In the age of globalized tweets, diggs and links on health gadgets like international sexual health sites to gizmodo eyeglasses and ear-wax cleaners, it’s surprising that information on international health care systems and policy isn’t more popular, especially for red-blooded Americans who pride ourselves on having the best of it all – even when that means paying more for flashy high-tech specialty health care that fails to keep us healthy.
After all, overused (and expensive) medical care is a money-maker for our medical technology and health insurance industries who profit when people use glam medical care for otherwise preventable illnesses – illnesses that would be caught earlier in the health care delivery system if we had an adequate (though less profitable) primary health care that ensured quality care for all.
45 million uninsured US citizens can tell us all about their take on “quality of care” issues. The very un-sexy market-based US health care system fails us, time and again, despite its increasing profitability.
Could this snake-oil scenario be the cause of our pop-lit censorship on comparative international health systems performance in the US, or is health reform just not sexy? Consider this before you answer: there’s nothing more caustic to snake oil sales than dead snakes, and the US health care non-system is full of ’em.

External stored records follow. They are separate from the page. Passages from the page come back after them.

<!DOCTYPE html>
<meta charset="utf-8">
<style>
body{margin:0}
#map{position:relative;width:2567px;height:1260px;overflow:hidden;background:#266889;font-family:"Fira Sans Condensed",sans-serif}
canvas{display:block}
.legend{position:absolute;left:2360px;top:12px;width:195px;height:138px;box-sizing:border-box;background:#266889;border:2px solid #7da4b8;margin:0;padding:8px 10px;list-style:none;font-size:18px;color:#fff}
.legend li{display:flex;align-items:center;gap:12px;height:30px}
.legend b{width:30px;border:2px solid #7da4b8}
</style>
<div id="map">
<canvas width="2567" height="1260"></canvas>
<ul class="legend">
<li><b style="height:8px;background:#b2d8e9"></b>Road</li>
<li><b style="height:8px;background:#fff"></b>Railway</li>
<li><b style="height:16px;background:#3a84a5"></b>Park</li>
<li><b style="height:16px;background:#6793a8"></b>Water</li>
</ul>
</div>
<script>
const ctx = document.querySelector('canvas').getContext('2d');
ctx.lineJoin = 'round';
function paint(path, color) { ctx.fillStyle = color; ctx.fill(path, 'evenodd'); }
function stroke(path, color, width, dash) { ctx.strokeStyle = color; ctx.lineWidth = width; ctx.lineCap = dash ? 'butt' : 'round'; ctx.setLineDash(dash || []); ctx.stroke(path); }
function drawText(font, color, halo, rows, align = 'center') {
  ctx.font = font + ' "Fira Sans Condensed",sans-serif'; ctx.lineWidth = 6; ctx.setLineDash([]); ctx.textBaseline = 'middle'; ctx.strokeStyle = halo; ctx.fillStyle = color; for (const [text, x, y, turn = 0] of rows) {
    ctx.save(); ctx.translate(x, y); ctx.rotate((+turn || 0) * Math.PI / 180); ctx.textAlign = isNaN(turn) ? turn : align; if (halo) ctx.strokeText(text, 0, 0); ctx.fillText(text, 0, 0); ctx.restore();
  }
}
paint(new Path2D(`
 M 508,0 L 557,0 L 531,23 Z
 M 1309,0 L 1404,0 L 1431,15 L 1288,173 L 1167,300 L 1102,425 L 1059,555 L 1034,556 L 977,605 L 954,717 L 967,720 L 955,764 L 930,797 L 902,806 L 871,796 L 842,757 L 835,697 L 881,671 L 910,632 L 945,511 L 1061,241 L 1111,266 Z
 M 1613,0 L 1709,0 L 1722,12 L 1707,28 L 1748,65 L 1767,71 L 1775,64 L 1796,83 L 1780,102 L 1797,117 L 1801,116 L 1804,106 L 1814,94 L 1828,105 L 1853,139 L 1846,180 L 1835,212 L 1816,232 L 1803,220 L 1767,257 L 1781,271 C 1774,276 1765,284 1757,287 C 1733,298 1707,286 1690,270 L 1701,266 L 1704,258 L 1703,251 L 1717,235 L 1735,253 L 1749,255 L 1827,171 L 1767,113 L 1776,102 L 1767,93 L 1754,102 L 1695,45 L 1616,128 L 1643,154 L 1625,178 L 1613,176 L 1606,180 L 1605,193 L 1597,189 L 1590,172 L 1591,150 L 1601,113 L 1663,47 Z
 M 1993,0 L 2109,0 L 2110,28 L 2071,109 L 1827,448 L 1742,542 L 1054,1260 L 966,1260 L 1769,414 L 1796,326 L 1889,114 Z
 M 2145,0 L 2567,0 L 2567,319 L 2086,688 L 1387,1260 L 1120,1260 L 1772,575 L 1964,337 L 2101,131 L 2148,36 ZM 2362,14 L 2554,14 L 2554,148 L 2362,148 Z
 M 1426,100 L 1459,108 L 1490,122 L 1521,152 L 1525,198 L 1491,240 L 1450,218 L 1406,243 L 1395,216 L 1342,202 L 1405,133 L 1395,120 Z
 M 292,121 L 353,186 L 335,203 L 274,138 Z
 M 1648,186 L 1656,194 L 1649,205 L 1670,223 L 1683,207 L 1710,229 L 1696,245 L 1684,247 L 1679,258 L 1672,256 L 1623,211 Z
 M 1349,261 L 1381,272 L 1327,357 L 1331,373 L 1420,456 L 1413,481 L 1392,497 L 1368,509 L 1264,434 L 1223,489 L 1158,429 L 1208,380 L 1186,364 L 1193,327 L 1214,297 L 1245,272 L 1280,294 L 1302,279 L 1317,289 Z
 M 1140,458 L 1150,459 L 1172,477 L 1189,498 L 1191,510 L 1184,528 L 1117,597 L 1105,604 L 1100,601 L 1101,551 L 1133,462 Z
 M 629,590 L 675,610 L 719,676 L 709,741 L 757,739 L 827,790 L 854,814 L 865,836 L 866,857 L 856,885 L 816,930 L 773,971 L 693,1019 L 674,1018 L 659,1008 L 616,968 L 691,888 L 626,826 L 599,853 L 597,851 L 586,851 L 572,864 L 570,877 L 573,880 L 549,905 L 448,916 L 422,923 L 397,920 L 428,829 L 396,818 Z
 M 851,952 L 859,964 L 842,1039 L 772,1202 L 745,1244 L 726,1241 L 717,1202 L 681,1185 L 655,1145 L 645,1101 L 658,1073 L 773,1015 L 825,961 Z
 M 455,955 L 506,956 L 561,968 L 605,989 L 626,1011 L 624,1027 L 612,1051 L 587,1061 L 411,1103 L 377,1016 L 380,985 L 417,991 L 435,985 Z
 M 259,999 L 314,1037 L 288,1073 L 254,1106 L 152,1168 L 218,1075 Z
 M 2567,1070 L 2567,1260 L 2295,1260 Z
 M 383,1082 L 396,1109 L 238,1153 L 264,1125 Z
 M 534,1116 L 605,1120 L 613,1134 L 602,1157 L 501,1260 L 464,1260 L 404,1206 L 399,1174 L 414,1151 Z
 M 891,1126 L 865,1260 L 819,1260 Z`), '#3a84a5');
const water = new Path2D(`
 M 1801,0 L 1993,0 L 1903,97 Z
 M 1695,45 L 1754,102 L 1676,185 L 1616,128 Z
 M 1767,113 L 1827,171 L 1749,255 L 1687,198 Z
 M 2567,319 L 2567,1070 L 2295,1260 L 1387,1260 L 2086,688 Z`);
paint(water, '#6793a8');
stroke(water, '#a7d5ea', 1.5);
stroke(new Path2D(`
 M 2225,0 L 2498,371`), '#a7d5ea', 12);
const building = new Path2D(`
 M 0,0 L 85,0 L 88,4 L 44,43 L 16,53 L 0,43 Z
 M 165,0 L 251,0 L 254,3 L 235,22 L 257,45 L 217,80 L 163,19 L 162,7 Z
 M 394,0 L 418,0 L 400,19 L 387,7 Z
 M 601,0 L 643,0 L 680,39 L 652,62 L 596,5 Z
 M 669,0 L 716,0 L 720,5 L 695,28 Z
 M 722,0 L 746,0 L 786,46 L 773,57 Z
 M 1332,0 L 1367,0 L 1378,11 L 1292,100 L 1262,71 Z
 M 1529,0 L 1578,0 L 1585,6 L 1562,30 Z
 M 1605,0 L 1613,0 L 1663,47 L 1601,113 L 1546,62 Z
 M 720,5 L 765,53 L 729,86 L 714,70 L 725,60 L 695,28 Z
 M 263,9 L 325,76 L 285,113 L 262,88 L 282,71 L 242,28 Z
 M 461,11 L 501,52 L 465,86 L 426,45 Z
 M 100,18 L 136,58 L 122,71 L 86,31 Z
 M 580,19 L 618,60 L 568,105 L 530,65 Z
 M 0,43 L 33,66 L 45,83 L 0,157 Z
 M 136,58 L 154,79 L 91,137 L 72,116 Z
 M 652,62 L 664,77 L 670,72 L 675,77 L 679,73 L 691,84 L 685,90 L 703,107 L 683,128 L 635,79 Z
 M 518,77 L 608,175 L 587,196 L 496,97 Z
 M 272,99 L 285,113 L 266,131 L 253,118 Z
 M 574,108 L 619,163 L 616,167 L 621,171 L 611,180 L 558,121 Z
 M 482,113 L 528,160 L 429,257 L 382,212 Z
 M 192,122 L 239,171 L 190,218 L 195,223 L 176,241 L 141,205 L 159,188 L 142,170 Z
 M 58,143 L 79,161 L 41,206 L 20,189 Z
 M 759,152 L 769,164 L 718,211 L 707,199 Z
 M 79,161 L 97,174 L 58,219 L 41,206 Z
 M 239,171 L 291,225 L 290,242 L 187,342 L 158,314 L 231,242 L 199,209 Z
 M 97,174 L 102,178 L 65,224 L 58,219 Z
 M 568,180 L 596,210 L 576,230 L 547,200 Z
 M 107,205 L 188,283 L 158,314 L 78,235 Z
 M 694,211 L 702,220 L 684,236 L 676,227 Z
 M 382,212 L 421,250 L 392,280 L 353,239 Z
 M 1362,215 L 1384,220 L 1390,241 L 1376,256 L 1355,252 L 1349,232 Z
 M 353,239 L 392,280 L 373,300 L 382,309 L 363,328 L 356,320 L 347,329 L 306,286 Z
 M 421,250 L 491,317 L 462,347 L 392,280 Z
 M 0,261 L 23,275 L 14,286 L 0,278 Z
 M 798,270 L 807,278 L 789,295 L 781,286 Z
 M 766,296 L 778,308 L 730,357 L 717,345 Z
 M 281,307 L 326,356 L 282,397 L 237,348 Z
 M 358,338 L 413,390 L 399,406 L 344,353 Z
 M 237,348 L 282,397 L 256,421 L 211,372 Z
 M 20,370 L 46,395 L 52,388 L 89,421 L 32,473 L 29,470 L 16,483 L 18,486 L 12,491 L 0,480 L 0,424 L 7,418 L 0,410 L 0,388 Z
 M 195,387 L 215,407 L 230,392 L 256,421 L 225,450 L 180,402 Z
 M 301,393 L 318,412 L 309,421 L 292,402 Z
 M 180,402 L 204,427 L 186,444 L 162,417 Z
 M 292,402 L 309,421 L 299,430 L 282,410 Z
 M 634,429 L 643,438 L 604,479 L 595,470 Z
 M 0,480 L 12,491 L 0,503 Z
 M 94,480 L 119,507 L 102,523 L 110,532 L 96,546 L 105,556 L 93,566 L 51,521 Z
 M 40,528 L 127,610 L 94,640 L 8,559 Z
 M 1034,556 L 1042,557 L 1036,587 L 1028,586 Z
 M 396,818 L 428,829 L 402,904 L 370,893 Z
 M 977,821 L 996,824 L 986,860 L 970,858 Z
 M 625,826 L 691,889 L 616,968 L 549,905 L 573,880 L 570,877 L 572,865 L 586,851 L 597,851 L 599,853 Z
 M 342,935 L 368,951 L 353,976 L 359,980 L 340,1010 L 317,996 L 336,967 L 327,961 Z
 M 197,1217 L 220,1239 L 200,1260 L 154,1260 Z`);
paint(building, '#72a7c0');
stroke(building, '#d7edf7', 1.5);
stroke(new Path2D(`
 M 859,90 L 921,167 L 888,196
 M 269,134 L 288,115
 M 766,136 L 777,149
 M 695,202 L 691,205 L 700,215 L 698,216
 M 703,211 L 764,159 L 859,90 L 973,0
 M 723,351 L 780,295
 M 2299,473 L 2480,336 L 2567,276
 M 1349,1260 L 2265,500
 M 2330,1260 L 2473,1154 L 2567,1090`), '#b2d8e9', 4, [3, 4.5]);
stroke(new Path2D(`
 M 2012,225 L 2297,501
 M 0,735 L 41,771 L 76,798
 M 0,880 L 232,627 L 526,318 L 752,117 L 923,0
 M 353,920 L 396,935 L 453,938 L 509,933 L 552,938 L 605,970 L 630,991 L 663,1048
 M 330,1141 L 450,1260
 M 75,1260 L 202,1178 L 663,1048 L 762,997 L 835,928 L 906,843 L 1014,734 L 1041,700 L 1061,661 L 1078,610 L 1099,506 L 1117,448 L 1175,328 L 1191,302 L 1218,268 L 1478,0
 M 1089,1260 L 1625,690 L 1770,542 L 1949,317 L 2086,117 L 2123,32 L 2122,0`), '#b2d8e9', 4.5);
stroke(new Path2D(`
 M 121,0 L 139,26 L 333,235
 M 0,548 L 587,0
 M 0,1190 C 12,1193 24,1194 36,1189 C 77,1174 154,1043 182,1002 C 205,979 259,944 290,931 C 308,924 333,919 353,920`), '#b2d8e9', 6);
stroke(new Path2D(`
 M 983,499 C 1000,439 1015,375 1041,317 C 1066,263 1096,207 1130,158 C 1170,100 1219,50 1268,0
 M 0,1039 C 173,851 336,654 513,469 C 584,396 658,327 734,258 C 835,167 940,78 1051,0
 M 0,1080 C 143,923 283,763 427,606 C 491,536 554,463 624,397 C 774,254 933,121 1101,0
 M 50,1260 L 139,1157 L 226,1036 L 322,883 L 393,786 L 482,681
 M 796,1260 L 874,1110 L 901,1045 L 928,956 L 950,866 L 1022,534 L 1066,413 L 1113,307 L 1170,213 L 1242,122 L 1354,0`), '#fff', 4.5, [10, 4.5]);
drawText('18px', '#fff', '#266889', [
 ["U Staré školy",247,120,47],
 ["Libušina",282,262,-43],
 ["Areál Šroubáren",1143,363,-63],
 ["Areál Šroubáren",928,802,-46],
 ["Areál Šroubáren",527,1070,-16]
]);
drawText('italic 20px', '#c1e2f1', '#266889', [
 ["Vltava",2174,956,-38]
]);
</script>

While health inequities aren’t sexy (as we know in New Mexico, the poorest state in the nation), fixing them with sound policies could be easy as cream pie if we followed the science instead of the money, like our international neighbors do.
It’s time to ask about health reform censorship in the US and NM, and to lay-out some specs on how the rest of the wealthy world manages to care for their people better than we do, and on less $$.
We’re welcoming a new president who has simultaneously stated and rescinded his preference for a “perfect” single-payer health system – you know, the “socialist” one that successfully contains costs and covers everyone in all other industrialized nations.
And health reformers in NM are prepping for legislative battle with each other in Santa Fe armed with divergent opinions about a single-payer system – despite a popular local plan and evidence about its efficiency and universal coverage even in rural, tribal and poor communities.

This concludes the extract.